- What you will do
Copy all lines in the material holding the string "green".
--- --- ---
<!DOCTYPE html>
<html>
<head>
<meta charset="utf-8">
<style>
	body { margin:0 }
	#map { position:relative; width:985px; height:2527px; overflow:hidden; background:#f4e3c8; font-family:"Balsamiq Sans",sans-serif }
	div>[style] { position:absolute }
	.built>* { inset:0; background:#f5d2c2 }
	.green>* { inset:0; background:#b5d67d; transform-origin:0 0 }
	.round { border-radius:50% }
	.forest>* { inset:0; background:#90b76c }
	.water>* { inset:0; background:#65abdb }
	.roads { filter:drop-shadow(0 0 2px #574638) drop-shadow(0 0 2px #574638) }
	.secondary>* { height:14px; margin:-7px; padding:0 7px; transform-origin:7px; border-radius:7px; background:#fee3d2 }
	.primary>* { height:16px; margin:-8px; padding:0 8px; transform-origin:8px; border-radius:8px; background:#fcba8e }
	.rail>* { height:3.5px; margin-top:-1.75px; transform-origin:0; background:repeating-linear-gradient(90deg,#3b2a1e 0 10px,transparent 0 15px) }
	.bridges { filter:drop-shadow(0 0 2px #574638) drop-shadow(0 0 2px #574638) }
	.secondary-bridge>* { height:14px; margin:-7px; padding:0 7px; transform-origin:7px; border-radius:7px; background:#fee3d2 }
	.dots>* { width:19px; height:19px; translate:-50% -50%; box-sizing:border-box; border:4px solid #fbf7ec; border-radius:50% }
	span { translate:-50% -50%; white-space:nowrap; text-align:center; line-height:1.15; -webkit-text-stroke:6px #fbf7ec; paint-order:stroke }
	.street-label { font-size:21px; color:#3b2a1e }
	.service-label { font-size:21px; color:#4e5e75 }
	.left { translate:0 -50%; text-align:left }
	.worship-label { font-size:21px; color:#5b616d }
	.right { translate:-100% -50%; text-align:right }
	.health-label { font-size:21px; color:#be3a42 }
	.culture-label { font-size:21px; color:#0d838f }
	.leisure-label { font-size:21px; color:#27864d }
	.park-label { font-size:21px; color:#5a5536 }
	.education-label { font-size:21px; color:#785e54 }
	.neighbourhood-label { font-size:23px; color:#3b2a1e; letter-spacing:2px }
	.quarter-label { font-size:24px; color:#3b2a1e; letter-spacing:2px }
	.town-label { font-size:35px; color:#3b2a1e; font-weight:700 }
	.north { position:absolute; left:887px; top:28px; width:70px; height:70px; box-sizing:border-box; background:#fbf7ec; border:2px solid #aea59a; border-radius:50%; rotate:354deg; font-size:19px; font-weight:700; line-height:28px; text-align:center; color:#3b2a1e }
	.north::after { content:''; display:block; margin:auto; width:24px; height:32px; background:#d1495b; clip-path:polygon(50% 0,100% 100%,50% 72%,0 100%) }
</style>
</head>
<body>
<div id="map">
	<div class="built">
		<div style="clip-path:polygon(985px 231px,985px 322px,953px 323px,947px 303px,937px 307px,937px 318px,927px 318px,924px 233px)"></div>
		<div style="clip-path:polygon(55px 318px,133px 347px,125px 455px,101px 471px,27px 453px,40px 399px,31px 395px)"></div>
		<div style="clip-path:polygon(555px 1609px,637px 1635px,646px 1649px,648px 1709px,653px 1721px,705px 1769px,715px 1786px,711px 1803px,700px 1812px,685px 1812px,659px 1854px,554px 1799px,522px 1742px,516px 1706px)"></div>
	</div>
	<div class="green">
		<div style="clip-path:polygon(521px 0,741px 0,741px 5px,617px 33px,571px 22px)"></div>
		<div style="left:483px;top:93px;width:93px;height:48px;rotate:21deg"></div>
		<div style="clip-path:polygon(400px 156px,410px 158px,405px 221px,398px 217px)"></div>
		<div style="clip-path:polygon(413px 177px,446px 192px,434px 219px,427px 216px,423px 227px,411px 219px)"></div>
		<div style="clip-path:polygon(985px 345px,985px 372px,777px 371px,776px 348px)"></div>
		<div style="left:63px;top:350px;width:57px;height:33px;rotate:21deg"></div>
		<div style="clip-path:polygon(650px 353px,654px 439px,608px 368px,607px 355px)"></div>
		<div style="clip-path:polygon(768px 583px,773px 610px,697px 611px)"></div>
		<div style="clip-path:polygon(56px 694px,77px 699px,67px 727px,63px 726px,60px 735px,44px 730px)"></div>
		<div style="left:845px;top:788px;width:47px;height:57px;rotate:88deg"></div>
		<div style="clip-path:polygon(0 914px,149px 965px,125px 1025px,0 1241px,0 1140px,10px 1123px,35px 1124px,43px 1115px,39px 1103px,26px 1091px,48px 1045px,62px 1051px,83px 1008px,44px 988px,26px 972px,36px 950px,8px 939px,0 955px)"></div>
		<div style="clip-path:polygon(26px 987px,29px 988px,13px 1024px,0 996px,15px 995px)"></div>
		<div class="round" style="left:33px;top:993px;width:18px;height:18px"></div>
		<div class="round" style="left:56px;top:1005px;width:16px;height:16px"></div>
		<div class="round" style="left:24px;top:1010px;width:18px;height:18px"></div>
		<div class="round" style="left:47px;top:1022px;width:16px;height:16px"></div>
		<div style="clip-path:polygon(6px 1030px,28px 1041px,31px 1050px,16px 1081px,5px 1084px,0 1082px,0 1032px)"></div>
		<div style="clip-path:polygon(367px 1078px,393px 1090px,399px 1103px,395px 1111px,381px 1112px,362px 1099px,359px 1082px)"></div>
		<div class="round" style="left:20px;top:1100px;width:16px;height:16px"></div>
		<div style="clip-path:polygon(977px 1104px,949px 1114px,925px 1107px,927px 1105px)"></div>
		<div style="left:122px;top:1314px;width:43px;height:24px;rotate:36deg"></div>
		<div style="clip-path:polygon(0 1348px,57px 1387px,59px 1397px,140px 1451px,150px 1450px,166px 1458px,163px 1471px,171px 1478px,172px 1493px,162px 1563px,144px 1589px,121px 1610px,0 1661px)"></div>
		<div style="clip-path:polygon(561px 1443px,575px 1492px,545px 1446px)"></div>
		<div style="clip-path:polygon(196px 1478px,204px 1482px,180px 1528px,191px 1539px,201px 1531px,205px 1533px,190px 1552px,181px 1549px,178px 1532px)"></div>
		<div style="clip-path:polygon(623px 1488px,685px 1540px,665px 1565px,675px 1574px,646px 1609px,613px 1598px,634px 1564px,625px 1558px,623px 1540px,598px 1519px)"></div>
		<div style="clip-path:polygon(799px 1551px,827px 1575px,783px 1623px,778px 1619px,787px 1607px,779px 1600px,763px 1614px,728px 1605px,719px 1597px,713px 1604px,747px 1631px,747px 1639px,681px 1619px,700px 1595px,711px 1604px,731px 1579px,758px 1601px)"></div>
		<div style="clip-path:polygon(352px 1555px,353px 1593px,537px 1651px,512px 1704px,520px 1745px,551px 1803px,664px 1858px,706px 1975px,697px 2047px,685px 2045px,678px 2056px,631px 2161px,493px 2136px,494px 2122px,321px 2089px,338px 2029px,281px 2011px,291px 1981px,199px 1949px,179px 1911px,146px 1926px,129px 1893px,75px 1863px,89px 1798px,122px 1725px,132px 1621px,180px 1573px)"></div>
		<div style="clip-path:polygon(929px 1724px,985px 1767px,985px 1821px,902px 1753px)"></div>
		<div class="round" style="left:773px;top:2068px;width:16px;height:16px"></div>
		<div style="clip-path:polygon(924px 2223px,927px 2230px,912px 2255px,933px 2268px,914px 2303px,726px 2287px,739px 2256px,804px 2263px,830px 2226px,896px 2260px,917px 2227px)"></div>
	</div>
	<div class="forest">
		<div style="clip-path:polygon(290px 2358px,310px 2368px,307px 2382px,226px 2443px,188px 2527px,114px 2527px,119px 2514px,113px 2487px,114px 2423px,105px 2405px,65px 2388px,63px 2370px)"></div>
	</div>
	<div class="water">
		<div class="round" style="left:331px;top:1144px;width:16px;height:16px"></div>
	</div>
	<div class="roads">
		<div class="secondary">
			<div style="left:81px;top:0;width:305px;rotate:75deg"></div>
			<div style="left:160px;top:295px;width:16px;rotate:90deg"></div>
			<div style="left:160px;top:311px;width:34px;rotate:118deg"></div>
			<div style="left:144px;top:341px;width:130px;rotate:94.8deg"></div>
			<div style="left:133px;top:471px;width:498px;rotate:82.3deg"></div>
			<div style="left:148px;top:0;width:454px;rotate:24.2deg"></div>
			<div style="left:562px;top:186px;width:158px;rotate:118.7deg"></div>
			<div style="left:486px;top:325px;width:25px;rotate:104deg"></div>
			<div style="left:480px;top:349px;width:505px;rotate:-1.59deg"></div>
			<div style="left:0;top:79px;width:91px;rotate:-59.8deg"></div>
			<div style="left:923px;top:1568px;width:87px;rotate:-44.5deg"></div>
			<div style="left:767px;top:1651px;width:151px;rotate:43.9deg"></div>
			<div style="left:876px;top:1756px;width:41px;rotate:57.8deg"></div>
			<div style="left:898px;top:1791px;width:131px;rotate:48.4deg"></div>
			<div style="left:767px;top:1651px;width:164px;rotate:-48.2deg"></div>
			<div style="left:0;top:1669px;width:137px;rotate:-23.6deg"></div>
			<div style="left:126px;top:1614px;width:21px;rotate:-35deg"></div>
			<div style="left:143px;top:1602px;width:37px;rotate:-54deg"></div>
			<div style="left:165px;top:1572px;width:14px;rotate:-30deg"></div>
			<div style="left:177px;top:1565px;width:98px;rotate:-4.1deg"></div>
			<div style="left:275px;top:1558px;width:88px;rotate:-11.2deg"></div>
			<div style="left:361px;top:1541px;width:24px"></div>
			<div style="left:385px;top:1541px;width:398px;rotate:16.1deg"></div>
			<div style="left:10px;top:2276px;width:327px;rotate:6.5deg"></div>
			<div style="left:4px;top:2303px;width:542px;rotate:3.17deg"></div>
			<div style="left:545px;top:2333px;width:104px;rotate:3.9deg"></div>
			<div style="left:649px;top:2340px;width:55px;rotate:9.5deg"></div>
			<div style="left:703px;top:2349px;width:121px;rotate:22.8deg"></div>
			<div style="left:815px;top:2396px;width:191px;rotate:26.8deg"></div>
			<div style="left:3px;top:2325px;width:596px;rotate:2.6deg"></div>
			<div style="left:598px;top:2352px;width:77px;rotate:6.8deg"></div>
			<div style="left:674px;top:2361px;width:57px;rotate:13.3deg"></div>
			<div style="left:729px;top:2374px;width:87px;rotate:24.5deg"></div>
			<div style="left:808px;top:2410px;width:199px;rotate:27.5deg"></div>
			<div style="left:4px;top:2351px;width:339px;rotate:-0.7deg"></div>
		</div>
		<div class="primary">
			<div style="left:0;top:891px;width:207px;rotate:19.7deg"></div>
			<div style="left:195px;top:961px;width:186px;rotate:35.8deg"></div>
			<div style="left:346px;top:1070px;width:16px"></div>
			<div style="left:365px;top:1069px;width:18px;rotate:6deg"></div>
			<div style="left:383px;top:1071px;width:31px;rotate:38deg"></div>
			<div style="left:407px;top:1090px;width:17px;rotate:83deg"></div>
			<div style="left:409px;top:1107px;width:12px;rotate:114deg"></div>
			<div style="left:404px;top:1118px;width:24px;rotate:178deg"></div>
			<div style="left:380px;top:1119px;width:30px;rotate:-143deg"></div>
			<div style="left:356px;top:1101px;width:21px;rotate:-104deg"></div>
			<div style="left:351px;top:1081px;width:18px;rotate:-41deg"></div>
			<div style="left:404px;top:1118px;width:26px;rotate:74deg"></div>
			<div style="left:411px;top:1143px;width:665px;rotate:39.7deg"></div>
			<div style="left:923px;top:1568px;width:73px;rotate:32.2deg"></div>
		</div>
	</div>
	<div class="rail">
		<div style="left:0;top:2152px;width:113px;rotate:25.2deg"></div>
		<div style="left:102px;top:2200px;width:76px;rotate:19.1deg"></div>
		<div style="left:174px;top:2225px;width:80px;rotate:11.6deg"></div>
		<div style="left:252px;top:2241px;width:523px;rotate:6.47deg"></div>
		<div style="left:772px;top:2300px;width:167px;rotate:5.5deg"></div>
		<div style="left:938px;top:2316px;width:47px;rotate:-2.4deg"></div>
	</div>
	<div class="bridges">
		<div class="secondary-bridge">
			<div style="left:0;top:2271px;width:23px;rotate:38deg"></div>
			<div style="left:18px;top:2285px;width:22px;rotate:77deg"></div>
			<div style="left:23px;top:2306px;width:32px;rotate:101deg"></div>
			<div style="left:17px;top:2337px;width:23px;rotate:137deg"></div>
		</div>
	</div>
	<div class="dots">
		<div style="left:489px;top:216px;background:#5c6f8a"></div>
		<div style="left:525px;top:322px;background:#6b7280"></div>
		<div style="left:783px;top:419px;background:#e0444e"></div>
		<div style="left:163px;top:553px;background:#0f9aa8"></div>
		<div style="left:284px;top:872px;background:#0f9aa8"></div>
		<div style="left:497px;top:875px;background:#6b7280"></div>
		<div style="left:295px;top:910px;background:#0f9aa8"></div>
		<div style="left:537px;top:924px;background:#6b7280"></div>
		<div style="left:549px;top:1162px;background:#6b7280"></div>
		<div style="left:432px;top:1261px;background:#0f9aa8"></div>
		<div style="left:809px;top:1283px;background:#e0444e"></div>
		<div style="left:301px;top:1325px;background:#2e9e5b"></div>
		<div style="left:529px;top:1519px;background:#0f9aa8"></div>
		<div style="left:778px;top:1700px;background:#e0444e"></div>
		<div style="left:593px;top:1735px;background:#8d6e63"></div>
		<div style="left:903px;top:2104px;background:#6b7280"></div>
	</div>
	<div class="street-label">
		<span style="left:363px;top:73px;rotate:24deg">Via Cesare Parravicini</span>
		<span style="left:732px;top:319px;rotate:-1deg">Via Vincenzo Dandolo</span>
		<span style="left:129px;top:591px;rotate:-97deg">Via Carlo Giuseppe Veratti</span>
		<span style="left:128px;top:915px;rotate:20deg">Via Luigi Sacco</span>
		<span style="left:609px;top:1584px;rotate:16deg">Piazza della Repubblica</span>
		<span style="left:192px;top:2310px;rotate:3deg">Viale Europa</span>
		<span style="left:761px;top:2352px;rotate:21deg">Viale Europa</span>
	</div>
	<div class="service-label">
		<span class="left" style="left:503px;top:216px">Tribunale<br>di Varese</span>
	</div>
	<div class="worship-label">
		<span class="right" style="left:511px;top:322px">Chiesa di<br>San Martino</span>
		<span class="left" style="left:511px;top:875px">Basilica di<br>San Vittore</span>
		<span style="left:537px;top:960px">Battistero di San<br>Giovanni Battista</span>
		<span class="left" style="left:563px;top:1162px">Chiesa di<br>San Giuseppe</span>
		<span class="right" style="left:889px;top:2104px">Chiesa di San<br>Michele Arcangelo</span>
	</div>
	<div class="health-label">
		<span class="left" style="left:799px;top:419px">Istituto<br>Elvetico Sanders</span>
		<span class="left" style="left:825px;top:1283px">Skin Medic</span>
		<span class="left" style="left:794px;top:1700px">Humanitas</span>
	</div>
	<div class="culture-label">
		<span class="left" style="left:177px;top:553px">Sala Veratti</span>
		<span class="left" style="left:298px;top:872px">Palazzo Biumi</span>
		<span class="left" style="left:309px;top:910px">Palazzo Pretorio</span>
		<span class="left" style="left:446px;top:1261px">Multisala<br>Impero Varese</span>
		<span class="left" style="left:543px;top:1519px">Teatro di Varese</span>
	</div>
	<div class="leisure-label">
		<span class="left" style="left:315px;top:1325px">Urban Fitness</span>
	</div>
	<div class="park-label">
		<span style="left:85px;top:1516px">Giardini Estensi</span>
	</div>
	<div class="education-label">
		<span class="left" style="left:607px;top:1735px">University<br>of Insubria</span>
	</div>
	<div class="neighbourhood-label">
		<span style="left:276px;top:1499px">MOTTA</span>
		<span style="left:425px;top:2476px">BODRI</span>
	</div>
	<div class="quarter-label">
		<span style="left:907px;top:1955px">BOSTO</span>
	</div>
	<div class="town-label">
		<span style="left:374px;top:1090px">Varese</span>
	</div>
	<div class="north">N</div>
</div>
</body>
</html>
--- --- ---
- Solution for this problem
	.green>* { inset:0; background:#b5d67d; transform-origin:0 0 }
	<div class="green">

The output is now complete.